I'm pulling soccer data through an API - the resulting JSON is returned as a list; dput
example below:
list(list(id = 10332894L, league_id = 8L, season_id = 12962L,
aggregate_id = NULL, venue_id = 201L, localteam_id = 51L,
visitorteam_id = 27L, weather_report = list(code = "drizzle",
temperature = list(temp = 53.92, unit = "fahrenheit"),
clouds = "90%", humidity = "87%", wind = list(speed = "12.75 m/s",
degree = 200L)), attendance = 25098L, leg = "1/1",
deleted = FALSE, referee = list(data = list(id = 15267L,
common_name = "L. Probert", fullname = "Lee Probert",
firstname = "Lee", lastname = "Probert"))), list(id = 10332895L,
league_id = 8L, season_id = 12962L, aggregate_id = NULL,
venue_id = 340L, localteam_id = 251L, visitorteam_id = 78L,
weather_report = list(code = "drizzle", temperature = list(
temp = 50.07, unit = "fahrenheit"), clouds = "90%", humidity = "93%",
wind = list(speed = "6.93 m/s", degree = 160L)), attendance = 22973L,
leg = "1/1", deleted = FALSE, referee = list(data = list(
id = 15273L, common_name = "M. Oliver", fullname = "Michael Oliver",
firstname = "Michael", lastname = "Oliver"))))

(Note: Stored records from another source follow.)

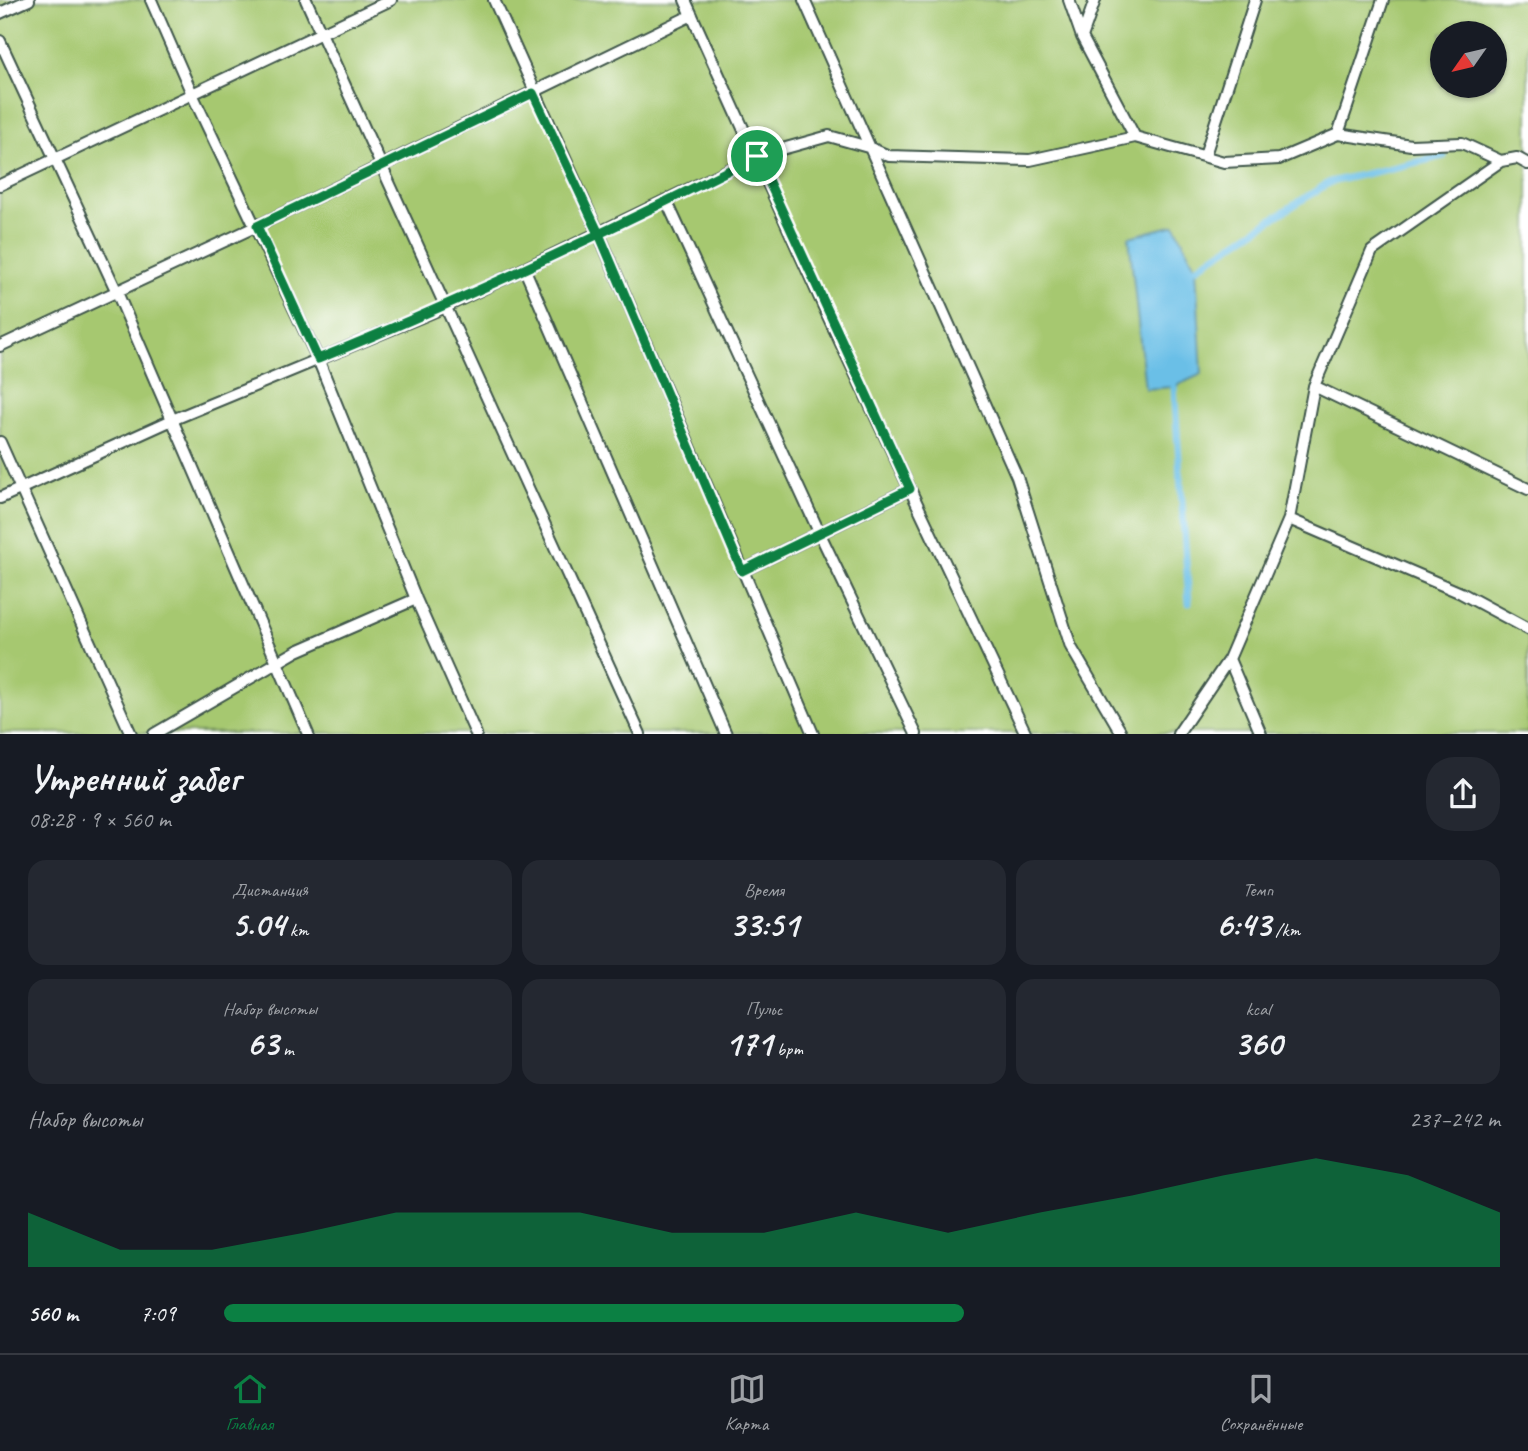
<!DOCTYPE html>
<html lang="ru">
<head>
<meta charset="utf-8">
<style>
  :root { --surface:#171b24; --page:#242831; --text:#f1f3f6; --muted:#9ea1a6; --line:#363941; --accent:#0b8043 }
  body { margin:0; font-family:Caveat,sans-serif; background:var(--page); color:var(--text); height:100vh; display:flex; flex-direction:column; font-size:26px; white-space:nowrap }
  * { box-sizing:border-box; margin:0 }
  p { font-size:23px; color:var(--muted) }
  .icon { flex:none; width:38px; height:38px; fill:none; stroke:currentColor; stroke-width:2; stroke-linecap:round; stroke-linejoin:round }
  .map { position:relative; height:734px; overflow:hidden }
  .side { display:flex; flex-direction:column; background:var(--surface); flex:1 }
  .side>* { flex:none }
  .needle { width:46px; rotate:236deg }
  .controls { position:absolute; left:1430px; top:21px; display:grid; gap:14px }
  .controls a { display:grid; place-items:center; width:77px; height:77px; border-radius:50%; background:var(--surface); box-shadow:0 2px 5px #0004; font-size:35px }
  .pin { position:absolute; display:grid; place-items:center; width:60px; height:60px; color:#fff; margin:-30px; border:4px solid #fff; border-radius:50%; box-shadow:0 2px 7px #0007 }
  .round { display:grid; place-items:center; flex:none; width:74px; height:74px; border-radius:28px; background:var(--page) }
  .overview { display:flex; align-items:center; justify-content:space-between; height:119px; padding:0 28px }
  h1 { font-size:38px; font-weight:600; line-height:52px }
  .figures { display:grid; grid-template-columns:repeat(3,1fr); gap:10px; height:119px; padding:7px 28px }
  .figures div { display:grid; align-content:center; border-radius:18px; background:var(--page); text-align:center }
  .figures b { font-size:35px; font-weight:600 }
  .figures small { font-size:19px; font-weight:400 }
  .figures p { font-size:19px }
  .chart { height:196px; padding:14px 28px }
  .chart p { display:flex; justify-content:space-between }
  .chart svg { width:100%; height:126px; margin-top:7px; fill:var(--accent); opacity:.7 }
  ul { padding:0 28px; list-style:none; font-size:23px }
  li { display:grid; grid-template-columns:112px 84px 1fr; align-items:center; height:52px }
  li i { height:18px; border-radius:9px; background:var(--accent) }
  .tab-bar { display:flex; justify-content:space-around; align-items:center; height:98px; border-top:2px solid var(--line); background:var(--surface); font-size:19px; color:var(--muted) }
  .tab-bar a { display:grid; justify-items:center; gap:4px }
  .tab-bar .current { color:var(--accent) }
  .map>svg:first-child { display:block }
  .green { fill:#a6c870; stroke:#628252; stroke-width:2; fill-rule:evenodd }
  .water { fill:#6bbfe7; stroke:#457e8e; stroke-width:2 }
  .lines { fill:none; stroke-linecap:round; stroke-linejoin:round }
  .stream { stroke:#6bbfe7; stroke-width:7 }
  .service-casing { stroke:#3f564b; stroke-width:14 }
  .service { stroke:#fff; stroke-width:10 }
  .route-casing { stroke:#fff; stroke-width:14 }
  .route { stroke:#0b8043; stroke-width:9 }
</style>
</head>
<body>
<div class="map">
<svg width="1528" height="734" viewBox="0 0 1528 734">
  <rect width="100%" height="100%" fill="#fff"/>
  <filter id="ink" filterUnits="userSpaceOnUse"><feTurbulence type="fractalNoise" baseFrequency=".0143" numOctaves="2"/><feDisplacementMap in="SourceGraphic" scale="14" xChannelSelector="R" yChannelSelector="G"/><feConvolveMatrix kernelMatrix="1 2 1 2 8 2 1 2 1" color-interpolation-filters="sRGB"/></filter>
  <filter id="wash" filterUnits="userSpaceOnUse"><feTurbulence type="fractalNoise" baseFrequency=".00686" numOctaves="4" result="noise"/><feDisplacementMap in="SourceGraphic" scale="28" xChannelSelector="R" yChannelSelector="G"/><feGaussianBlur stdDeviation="1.57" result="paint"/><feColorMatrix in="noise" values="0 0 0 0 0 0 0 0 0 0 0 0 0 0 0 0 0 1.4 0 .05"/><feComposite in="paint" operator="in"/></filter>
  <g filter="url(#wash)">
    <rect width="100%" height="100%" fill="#f4e7d0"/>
    <path class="green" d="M0,0H1528V733H0ZM1442,33H1494V86H1442Z"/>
    <path class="water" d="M1175,225L1196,268L1202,374L1174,387L1145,389L1129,237Z"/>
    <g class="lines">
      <path class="stream" d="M1196,268L1330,182L1444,156
        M1174,387L1189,603"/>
    </g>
  </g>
  <g filter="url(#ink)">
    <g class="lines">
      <defs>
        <path id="service" d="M151,0L193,96L318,359L416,599L476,734
          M306,0L640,734
          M494,0L599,234L813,734
          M685,0L828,316L1026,734
          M804,0L1017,477L1071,647L1122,734
          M1069,0L1082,37L1135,137L1224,162L1279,159L1338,134L1411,145L1462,143L1501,161
          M0,13L29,0
          M1082,37L1095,0
          M0,41L116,290L308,734
          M1338,134L1383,0
          M1205,155L1255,0
          M0,185L391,0
          M667,202L819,532L916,734
          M525,270L726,734
          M0,346L257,226L692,15
          M1314,386L1528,489
          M0,442L131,734
          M0,498L172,420L445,307L757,156L829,136L868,147L889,156L1030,160L1135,137
          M1289,519L1461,593L1528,629
          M742,571L910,489
          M1229,659L1289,519L1314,386L1372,251L1501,161L1517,158L1528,164
          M154,734L297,651L416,599
          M1178,734L1229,659L1261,734"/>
      </defs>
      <use href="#service" class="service-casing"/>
      <use href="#service" class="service"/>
    </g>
  </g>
  <g class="lines" filter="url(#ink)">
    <defs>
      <path id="route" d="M757,156C613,229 468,298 318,359L257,226L533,93L599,234L742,571L910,489L757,156"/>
    </defs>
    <use href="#route" class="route-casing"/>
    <use href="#route" class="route"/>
  </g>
</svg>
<div class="controls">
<a><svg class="needle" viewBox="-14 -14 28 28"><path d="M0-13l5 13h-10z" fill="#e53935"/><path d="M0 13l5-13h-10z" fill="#9ea1a6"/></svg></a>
</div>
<div class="pin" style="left:757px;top:156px;background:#1e9e55"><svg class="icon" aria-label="arrive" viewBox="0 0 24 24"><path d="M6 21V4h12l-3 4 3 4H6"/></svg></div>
</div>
<section class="side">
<div class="overview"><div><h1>Утренний забег</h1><p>08:28 · 9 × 560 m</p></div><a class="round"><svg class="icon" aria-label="share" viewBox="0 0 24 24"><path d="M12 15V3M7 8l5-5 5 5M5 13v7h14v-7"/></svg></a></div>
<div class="figures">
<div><p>Дистанция</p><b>5.04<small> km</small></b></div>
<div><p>Время</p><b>33:51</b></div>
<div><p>Темп</p><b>6:43<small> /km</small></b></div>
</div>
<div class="figures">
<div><p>Набор высоты</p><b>63<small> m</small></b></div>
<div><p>Пульс</p><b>171<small> bpm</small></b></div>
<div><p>kcal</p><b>360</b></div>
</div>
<div class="chart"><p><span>Набор высоты</span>237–242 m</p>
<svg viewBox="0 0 160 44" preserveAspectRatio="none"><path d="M0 44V25L10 38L20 38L30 32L40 25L50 25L60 25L70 32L80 32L90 25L100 32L110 25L120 19L130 12L140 6L150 12L160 25V44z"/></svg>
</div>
<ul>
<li><b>560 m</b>7:09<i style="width:58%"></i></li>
</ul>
</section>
<nav class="tab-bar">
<a class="current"><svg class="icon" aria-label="home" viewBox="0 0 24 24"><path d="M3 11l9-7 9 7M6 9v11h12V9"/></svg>Главная</a>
<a><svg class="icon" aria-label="map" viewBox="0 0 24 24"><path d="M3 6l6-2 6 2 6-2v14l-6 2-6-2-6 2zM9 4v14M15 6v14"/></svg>Карта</a>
<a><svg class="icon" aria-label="saved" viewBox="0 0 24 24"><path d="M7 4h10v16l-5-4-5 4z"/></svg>Сохранённые</a>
</nav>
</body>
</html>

I'm extracting using a for loop at the moment - the reprex shows 2 top level list items when there are hundreds in the full data. The main drawback of using a loop is that there are sometimes missing values which cause the loop to stop. I'd like to move this to purrr
but am struggling to extract 2nd level nested items using at_depth
or modify_depth
. There are also nests inside nests which really adds to the complexity.
The end-state should be a tidy data frame - from this data the df will only have 2 rows but will have many columns each representing an item, no matter where that item is nested in this list. If something's missing then it should be an NA
value.
The ideal scenario for a solution, even though it may be inelegant is that there's a data frame per level / nested item produced that can then be bound together later.
thanks.